Saved entries
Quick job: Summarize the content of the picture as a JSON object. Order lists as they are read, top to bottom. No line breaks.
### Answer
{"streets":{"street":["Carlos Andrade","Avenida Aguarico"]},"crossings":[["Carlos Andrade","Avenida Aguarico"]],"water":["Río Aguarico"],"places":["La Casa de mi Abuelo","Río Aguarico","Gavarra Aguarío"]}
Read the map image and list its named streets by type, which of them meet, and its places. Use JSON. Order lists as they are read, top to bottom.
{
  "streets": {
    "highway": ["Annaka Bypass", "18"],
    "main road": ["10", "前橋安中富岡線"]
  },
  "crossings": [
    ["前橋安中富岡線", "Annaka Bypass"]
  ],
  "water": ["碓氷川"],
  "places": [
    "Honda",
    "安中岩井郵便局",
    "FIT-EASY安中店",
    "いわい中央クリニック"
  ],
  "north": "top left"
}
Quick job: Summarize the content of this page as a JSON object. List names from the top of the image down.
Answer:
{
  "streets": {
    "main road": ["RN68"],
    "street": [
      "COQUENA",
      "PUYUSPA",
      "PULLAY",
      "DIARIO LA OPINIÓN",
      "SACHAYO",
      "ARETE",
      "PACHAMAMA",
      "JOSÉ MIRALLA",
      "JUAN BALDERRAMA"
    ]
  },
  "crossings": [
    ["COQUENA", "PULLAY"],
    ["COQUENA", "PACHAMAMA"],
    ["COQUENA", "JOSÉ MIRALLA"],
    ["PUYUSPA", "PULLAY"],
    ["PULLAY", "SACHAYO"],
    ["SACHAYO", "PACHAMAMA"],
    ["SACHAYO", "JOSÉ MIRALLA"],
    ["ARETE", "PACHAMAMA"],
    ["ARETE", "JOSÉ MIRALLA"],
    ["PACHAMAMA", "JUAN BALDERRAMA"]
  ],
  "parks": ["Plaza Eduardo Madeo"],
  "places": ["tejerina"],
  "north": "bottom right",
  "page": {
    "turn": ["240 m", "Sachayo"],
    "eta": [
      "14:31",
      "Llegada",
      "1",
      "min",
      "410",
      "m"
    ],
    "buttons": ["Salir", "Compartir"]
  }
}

**Activity:** Extract all the entries word for word.

**Response below:**
Quick job: Summarize the content of the picture as a JSON object. Order lists as they are read, top to bottom. No line breaks.
### Answer
{"streets":{"street":["Carlos Andrade","Avenida Aguarico"]},"crossings":[["Carlos Andrade","Avenida Aguarico"]],"water":["Río Aguarico"],"places":["La Casa de mi Abuelo","Río Aguarico","Gavarra Aguarío"]}
Read the map image and list its named streets by type, which of them meet, and its places. Use JSON. Order lists as they are read, top to bottom.
{
  "streets": {
    "highway": ["Annaka Bypass", "18"],
    "main road": ["10", "前橋安中富岡線"]
  },
  "crossings": [
    ["前橋安中富岡線", "Annaka Bypass"]
  ],
  "water": ["碓氷川"],
  "places": [
    "Honda",
    "安中岩井郵便局",
    "FIT-EASY安中店",
    "いわい中央クリニック"
  ],
  "north": "top left"
}
Quick job: Summarize the content of this page as a JSON object. List names from the top of the image down.
Answer:
{
  "streets": {
    "main road": ["RN68"],
    "street": [
      "COQUENA",
      "PUYUSPA",
      "PULLAY",
      "DIARIO LA OPINIÓN",
      "SACHAYO",
      "ARETE",
      "PACHAMAMA",
      "JOSÉ MIRALLA",
      "JUAN BALDERRAMA"
    ]
  },
  "crossings": [
    ["COQUENA", "PULLAY"],
    ["COQUENA", "PACHAMAMA"],
    ["COQUENA", "JOSÉ MIRALLA"],
    ["PUYUSPA", "PULLAY"],
    ["PULLAY", "SACHAYO"],
    ["SACHAYO", "PACHAMAMA"],
    ["SACHAYO", "JOSÉ MIRALLA"],
    ["ARETE", "PACHAMAMA"],
    ["ARETE", "JOSÉ MIRALLA"],
    ["PACHAMAMA", "JUAN BALDERRAMA"]
  ],
  "parks": ["Plaza Eduardo Madeo"],
  "places": ["tejerina"],
  "north": "bottom right",
  "page": {
    "turn": ["240 m", "Sachayo"],
    "eta": [
      "14:31",
      "Llegada",
      "1",
      "min",
      "410",
      "m"
    ],
    "buttons": ["Salir", "Compartir"]
  }
}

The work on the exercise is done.